Review: Sunn O))) Return to Their Primordial Origins on ‘Kannon’
From the Seattle birth of drone-metal duo Sunn O))), they’ve always imbued their creaking compositions with a sense of reverent, primordial purpose — as if on the fourth day, when God created the Earth’s two attendant heavenly bodies and all the stars that surround them, he might have severely f**ked up. Somewhere deep in the freshly expanding universe, where there should have been the spectral gleam of a newly minted gas giant was by chance mistake a yawning void — and ever since they’ve been fighting their way back to the world of light.
Such mythos would be over the top for most other acts, but the music that Greg Anderson and Stephen O’Malley have made under the Sunn banner is too ancient, too incantatory, too wonderfully foreign to be greeted on the worldly terms that we offer other guitar-based bands. The relatively brief new LP Kannon — which at 33 minutes clocks in at half the length of their last non-collaborative work — is a triumph of economy. It feels as world-shaking as ever, but they’re able to do so through means less grandiose than ever before.

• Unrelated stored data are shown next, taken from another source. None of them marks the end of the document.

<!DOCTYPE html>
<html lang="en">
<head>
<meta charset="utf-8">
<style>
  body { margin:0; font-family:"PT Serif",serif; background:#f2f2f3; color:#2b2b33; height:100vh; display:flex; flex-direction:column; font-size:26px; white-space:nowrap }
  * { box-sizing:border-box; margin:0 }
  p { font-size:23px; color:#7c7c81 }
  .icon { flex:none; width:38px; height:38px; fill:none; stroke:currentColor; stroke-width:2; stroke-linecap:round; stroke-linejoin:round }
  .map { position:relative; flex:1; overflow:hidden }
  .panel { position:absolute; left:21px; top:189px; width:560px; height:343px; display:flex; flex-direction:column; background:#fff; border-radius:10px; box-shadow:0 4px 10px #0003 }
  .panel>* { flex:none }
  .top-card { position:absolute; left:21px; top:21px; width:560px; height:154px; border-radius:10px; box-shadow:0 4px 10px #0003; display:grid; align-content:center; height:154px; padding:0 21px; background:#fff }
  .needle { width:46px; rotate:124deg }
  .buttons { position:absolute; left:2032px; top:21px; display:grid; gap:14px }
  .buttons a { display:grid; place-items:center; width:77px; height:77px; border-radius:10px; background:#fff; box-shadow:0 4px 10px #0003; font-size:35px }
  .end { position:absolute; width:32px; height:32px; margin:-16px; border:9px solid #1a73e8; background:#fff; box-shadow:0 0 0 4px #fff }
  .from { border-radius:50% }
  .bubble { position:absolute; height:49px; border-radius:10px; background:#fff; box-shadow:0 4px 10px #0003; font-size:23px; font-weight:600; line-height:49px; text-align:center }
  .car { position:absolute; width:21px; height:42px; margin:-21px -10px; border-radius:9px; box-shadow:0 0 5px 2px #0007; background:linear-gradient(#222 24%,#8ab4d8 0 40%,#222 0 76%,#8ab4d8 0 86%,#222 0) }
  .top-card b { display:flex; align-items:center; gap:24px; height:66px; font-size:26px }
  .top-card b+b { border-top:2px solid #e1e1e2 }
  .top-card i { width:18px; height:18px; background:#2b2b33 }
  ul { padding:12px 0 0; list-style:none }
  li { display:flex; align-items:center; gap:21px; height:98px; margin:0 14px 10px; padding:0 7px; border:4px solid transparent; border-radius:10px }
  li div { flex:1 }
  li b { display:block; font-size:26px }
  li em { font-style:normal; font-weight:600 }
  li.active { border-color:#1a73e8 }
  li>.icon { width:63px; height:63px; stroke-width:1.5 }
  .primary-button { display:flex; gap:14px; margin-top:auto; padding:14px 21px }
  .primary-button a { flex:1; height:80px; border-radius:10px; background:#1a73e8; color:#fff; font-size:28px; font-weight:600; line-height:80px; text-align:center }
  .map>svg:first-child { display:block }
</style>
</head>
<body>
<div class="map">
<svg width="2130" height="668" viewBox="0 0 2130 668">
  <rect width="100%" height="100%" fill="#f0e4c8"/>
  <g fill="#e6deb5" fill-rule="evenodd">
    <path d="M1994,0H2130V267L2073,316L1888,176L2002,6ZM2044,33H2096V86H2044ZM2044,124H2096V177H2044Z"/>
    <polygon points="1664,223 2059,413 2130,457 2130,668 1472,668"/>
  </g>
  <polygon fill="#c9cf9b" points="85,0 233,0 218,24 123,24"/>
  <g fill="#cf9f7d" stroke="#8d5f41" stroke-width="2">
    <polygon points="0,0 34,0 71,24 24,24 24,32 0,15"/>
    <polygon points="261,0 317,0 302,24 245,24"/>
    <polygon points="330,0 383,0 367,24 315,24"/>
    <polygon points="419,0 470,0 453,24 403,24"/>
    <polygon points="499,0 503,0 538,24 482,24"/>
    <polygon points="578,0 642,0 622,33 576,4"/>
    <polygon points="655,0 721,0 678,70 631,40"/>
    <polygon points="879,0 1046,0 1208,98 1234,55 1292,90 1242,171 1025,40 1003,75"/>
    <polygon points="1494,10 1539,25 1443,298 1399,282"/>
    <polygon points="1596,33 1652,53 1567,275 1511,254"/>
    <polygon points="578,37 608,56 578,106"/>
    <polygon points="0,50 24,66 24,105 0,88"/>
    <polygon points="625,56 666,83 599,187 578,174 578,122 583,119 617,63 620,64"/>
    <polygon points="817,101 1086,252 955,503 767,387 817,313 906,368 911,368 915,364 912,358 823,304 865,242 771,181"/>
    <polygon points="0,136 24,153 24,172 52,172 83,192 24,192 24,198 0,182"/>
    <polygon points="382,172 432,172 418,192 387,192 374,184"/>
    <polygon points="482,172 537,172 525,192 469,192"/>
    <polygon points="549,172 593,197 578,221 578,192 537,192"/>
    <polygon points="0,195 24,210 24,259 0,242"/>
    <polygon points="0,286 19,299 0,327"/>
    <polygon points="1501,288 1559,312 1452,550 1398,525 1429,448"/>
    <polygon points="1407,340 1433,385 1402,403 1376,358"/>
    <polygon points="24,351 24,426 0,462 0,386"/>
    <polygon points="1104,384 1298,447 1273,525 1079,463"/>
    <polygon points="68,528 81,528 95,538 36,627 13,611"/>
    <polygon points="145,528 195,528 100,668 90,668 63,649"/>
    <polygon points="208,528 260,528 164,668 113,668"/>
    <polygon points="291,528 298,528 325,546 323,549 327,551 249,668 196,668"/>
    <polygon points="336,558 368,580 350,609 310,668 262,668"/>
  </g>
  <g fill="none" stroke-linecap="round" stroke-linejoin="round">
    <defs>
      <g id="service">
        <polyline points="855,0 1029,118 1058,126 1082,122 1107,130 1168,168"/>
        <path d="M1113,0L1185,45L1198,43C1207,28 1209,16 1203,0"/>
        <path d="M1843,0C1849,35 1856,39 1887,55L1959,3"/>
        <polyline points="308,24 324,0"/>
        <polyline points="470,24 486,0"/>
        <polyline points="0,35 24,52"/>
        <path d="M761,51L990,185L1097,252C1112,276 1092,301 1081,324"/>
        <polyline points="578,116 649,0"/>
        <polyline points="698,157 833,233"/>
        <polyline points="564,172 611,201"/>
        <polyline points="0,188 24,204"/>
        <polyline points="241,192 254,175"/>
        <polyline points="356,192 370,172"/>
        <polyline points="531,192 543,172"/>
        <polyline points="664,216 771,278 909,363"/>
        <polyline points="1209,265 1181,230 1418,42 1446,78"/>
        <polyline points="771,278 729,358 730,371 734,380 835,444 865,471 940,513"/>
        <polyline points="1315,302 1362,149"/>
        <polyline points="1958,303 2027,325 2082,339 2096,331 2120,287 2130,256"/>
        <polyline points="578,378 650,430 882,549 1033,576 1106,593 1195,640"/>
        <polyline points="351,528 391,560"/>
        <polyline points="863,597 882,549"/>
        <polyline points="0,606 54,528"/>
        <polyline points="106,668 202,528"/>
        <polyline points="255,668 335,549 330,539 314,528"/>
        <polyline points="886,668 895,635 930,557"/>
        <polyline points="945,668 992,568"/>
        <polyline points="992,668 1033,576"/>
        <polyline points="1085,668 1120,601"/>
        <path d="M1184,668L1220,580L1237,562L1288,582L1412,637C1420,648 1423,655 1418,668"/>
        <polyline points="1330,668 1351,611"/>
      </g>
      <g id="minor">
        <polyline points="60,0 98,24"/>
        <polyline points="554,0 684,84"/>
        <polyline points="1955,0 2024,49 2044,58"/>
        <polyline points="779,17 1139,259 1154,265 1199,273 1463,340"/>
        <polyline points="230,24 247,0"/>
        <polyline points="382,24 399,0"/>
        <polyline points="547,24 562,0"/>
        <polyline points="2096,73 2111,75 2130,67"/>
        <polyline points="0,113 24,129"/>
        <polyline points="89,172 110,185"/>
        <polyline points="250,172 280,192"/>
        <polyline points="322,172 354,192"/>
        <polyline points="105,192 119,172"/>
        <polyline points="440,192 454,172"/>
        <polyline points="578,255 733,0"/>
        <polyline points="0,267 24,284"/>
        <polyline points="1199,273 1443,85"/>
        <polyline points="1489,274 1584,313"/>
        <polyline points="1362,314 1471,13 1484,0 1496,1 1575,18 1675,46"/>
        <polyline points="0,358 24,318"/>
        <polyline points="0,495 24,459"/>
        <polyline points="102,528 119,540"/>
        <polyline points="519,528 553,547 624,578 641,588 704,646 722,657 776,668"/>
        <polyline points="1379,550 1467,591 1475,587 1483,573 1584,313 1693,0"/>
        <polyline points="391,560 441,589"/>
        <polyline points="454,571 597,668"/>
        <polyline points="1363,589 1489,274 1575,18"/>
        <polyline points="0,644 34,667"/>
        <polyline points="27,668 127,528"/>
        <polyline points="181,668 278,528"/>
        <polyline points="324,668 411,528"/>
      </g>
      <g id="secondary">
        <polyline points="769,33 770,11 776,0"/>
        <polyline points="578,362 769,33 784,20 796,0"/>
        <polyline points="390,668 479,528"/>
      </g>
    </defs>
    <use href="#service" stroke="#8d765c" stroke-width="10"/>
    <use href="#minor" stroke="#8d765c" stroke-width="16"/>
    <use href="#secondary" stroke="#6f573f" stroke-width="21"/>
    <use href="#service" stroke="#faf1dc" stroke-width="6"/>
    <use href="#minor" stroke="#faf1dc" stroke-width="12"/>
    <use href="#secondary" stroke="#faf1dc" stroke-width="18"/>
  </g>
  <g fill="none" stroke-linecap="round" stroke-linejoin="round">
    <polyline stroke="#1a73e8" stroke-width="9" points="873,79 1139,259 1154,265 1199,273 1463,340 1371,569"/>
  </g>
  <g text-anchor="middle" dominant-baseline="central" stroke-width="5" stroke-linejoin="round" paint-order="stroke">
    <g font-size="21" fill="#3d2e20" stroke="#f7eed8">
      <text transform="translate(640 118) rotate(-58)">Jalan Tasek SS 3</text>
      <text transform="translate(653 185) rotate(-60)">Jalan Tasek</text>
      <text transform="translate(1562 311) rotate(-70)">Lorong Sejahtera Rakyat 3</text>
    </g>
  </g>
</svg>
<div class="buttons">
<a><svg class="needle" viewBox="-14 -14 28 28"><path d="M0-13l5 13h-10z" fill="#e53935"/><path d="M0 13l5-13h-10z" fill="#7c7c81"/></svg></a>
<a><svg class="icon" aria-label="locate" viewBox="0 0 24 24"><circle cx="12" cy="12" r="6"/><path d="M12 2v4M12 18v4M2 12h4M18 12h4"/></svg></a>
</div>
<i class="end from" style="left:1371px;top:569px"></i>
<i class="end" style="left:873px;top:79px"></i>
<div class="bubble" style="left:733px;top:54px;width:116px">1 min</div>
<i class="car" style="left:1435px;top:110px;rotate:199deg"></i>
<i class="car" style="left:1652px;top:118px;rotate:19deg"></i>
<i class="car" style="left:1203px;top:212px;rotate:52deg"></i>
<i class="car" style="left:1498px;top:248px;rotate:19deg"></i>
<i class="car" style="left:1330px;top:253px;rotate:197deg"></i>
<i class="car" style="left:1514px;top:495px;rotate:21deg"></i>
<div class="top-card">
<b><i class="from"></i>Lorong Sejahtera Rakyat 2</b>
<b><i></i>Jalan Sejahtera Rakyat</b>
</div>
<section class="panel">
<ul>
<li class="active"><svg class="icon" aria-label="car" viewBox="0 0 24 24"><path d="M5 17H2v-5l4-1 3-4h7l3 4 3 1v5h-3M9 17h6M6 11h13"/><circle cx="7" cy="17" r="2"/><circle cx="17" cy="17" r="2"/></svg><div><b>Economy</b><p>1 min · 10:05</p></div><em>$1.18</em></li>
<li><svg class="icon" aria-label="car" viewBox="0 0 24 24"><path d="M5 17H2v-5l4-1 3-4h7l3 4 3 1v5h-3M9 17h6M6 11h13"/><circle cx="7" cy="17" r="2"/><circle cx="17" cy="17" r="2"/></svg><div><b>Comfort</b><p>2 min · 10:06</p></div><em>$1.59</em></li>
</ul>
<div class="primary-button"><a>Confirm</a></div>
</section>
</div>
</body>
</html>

In a lot of ways, it’s a return to the band’s earliest days when, inspired by drone-metal originators Earth, they distilled doom to its most elemental parts: feedback like a frigid sea-breeze, power chords as dense and unmoving as the oceans deep, percussive rolls like wave-eroded seaside cliffs. Those component pieces, along with the glittering gravel of Mayhem vocalist Attila Csihar’s quasi-religious chants, make up the entirety of Kannon’s three brief works. But what keeps this record from feeling like a retread is the new knack they have for making the sparse parts feel like more.

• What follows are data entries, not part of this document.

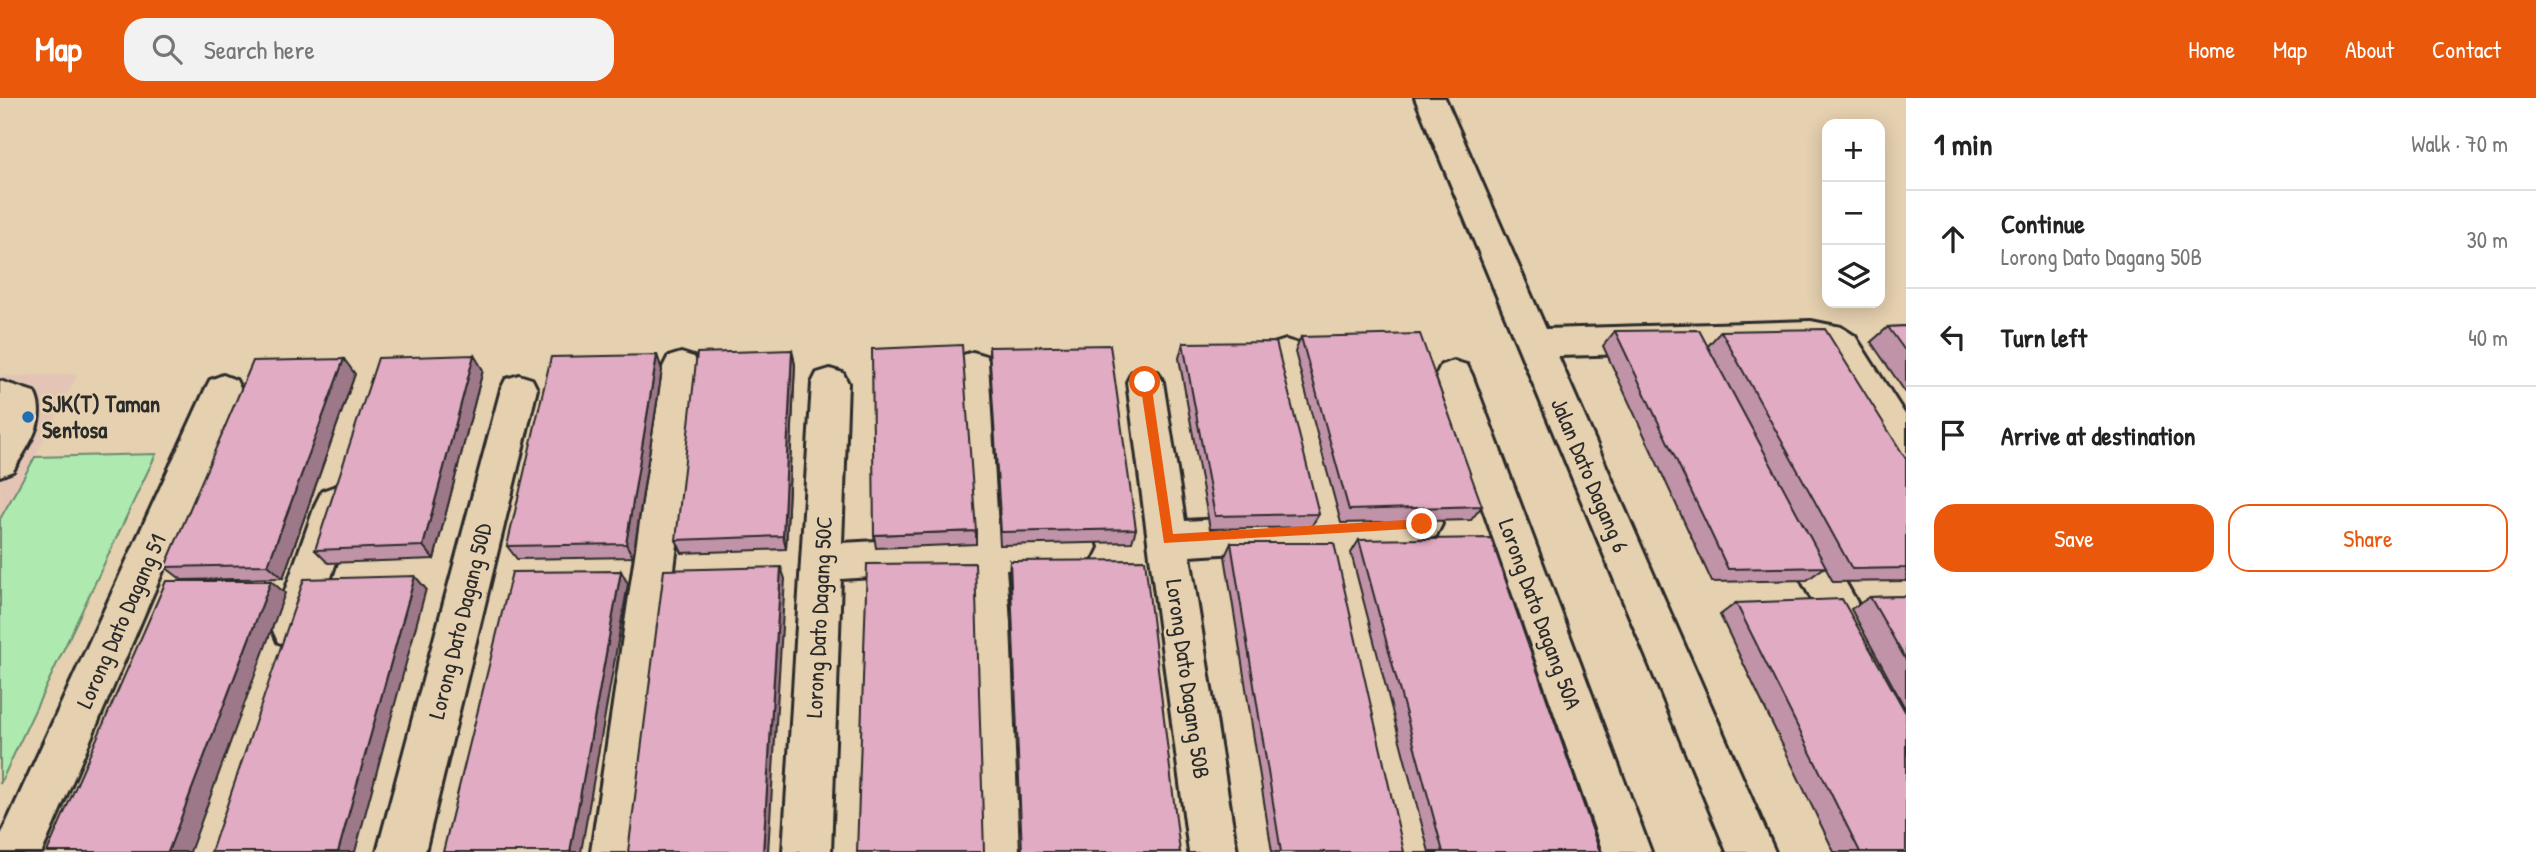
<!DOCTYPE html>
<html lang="en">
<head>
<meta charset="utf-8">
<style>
	body { margin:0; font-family:"Patrick Hand",sans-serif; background:#f2f2f2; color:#222 }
	.controls { position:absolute; right:21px; top:21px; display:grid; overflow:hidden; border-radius:14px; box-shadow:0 4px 18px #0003 }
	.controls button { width:63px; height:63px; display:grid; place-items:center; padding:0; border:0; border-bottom:2px solid #e0e0e0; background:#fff; color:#222; font:35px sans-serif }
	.stop { position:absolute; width:21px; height:21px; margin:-16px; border:5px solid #ea580c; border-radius:50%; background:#fff }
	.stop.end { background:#ea580c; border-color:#fff; box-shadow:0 2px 7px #0008 }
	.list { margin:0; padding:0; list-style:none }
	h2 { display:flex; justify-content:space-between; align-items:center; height:91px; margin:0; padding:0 28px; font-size:30px }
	h2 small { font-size:23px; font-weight:400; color:#767676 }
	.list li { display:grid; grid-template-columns:46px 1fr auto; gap:21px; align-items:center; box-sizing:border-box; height:98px; padding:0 28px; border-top:2px solid #e0e0e0 }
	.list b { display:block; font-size:26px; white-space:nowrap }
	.list p { margin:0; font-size:23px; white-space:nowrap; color:#767676 }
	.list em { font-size:23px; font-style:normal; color:#767676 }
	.actions { display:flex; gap:14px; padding:21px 28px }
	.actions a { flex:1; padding:16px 0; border:2px solid #ea580c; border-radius:21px; text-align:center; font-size:24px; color:#ea580c }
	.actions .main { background:#ea580c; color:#fff }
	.icon { flex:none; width:38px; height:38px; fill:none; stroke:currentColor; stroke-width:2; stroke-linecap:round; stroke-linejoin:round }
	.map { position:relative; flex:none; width:1906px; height:754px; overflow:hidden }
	header { display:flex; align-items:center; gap:42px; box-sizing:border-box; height:98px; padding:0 35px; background:#ea580c; color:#fff }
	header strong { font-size:33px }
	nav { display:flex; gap:38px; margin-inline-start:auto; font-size:24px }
	.search { width:490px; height:63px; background:#f2f2f2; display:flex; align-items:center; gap:18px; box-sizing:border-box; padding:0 24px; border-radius:21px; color:#767676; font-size:26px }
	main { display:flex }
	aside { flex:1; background:#fff }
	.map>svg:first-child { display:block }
</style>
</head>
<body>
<header>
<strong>Map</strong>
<div class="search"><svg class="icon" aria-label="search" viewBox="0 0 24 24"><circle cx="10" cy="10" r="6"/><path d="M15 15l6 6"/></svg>Search here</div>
<nav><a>Home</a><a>Map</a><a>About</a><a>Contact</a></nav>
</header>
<main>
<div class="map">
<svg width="1906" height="754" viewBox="0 0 1906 754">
	<rect width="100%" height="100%" fill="#e5d0af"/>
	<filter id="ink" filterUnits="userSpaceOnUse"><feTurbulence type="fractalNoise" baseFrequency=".0143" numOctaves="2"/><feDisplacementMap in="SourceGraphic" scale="14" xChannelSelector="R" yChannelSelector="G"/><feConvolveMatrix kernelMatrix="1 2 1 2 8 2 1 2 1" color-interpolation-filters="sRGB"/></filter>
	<g filter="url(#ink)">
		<path fill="#e4c5b5" d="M78,276L35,359L0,421V278Z"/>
		<path fill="#aeeab0" stroke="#6c8a6e" stroke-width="2" d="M156,356L0,686V421L35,359Z"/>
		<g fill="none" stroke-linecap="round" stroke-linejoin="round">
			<g stroke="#2b2b2b" stroke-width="6">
				<g id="minor">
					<path d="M1415,0H1445L1546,231L1811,223L1841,229L1855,238L1906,318V366L1893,361L1829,258L1820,251L1558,258L1775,754H1727Z"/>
					<path d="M1286,242L1299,246L1304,256L1346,414L1422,409L1436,414L1442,426L1436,438L1422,443L1355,447L1436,754H1388L1315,450L1190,458L1237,754H1189L1127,284L1132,274L1145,270L1158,274L1163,284L1185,423L1307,416L1268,256L1273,246Z"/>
					<path d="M973,254L986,258L991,268L1004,436L1077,431L1091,437L1097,449L1091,461L1077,467L1006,471L1028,754H980L966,473L841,481L831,754H783L812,285L817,275L830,271L843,275L848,285L842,445L964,438L955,268L960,258Z"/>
					<path d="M681,255L694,259L699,269L639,754H591L663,269L668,259Z"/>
					<path d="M1454,263L1467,267L1472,277L1651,754H1603L1436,277L1441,267Z"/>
					<path d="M223,277L236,282L241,292L42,754H0L1,737L205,292L210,282Z"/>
					<path d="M519,277L532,281L537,291L425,754H377L501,291L506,281Z"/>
					<path d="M0,283L34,294C49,322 27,349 13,373L0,378Z"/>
					<path d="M336,388L350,393L356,405L314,530L308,544L293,549L278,544L272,530L316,405L322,393Z"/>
					<path d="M1793,412L1807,417L1906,590V655L1890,648L1773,429L1779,417Z"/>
				</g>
			</g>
			<use href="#minor" fill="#e5d0af" fill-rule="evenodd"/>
		</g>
		<g fill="#c193a8" stroke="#2b2b2b" stroke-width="2">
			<path d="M1906,228V295L1871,244L1888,229Z"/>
			<path d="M1615,233L1708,248L1721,233L1906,361V483L1833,484L1825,469L1807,482L1712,484L1603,248Z"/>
			<path d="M1301,239L1482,408L1471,422L1341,425L1295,254Z"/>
			<path d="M1183,245L1319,416L1311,429L1210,431L1179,260Z"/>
			<path d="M989,249L1136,431L1132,444L1000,447L989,264Z"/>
			<path d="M792,252L795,267L786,451L682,455L676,442Z"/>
			<path d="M657,257L662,272L633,459L517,461L507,448Z"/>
			<path d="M483,272L434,461L328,465L315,452Z"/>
			<path d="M355,276L283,480L182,482L165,469Z"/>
			<path d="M976,433V446L876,450L874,437Z"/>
			<path d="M1359,442L1600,754H1429L1351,455Z"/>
			<path d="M1231,445L1404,754H1272L1225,458Z"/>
			<path d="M1010,463L1180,754H1020L1009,475Z"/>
			<path d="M1906,498V612L1851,511L1870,499Z"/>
			<path d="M1736,505L1906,754H1834L1720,517Z"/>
		</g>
		<g fill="#9d7888" stroke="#2b2b2b" stroke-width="2">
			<path d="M792,252L795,267L786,451L783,438Z"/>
			<path d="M474,257L483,272L434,461L423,448Z"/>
			<path d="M657,257L662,272L633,459L626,446Z"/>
			<path d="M344,261L355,276L283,480L268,467Z"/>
			<path d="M781,469L785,481L768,754H763Z"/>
			<path d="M621,473L628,486L581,754H570Z"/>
			<path d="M415,478L426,491L355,754H338Z"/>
			<path d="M271,483L285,495L190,754H168Z"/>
		</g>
		<g fill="#e0abc3" stroke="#2b2b2b" stroke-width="2">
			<path d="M1906,228V254L1888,229Z"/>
			<path d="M1825,231L1906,361V470L1852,471L1721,233Z"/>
			<path d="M1699,232L1826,469L1728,471L1615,233Z"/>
			<path d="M1420,236L1482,408L1349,412L1301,239Z"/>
			<path d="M1276,244L1319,416L1215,418L1183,245Z"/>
			<path d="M962,247L976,433L874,437L872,251Z"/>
			<path d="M1110,247L1136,431L1001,434L989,249Z"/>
			<path d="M792,252L783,438L676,442L697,255Z"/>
			<path d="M474,257L423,448L315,452L378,260Z"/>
			<path d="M657,257L626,446L507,448L551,259Z"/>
			<path d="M344,261L268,467L165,469L253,263Z"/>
			<path d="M1491,440L1600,754H1443L1359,442Z"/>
			<path d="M1231,445H1334L1404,754H1281Z"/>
			<path d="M1145,462L1180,754H1022L1010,463Z"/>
			<path d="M975,465L984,754H857L867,466Z"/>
			<path d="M781,469L763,754H628L664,472Z"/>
			<path d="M621,473L570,754H443L512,474Z"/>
			<path d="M415,478L338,754H211L304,481Z"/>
			<path d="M166,483H271L168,754H47Z"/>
			<path d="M1906,498V562L1870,499Z"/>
			<path d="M1842,501L1906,615V754H1860L1736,505Z"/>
		</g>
	</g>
	<path fill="#ea580c" d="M1145,279L1151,284L1173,436L1422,421L1428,426L1426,430L1164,445L1140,284Z"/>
	<circle fill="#1f6fb2" stroke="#e5d0af" stroke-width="2.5" cx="28" cy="319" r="7"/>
	<g text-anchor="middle" stroke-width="5" stroke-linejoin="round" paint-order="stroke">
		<g font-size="23" font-weight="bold" fill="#2b2b2b" stroke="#e5d0af" text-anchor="start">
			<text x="42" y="314">SJK(T) Taman<tspan x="42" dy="26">Sentosa</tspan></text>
		</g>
		<g font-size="23" fill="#2b2b2b" stroke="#e5d0af">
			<text transform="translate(1590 377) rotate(67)" y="8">Jalan Dato Dagang 6</text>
			<text transform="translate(1540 516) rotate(70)" y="8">Lorong Dato Dagang 50A</text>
			<text transform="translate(819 519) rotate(-87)" y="8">Lorong Dato Dagang 50C</text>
			<text transform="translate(121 523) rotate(-66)" y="8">Lorong Dato Dagang 51</text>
			<text transform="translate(460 523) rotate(-76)" y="8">Lorong Dato Dagang 50D</text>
			<text transform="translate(1188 581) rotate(82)" y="8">Lorong Dato Dagang 50B</text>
		</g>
	</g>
</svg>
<div class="controls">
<button>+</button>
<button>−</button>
<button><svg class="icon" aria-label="layers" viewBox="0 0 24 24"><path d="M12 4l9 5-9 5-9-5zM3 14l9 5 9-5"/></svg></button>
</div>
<div class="stop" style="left:1145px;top:284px"></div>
<div class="stop end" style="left:1422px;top:426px"></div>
</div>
<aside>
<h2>1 min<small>Walk · 70 m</small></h2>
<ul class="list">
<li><svg class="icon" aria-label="ahead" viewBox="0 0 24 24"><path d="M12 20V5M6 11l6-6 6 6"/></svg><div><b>Continue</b><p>Lorong Dato Dagang 50B</p></div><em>30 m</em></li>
<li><svg class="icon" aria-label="left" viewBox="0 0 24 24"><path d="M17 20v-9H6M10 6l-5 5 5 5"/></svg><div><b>Turn left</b></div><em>40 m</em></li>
<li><svg class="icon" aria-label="arrive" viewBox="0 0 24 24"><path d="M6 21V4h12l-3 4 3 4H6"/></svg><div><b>Arrive at destination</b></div></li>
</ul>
<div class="actions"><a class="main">Save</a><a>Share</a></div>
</aside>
</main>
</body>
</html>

An instrumental guitar passage like the one that underpins “Kannon 2″ might feel limpid in other hands, but these hooded mystics imbue each tectonic shift with inimitable importance. The high wire tension created by each interminably sustained note is the narrative force behind most doom metal, but each chord change on Kannon reasserts the duo’s status as magicians — a gentle plink on a ride cymbal can feel like an eternity and ten minutes of feedback can feel like an instant. These compositions reject music as a time-based medium, teasing and testing patience to the point that temporal markers almost cease to matter — the gloom that swallows you feels unending and meditative, should you choose to give yourself over to it.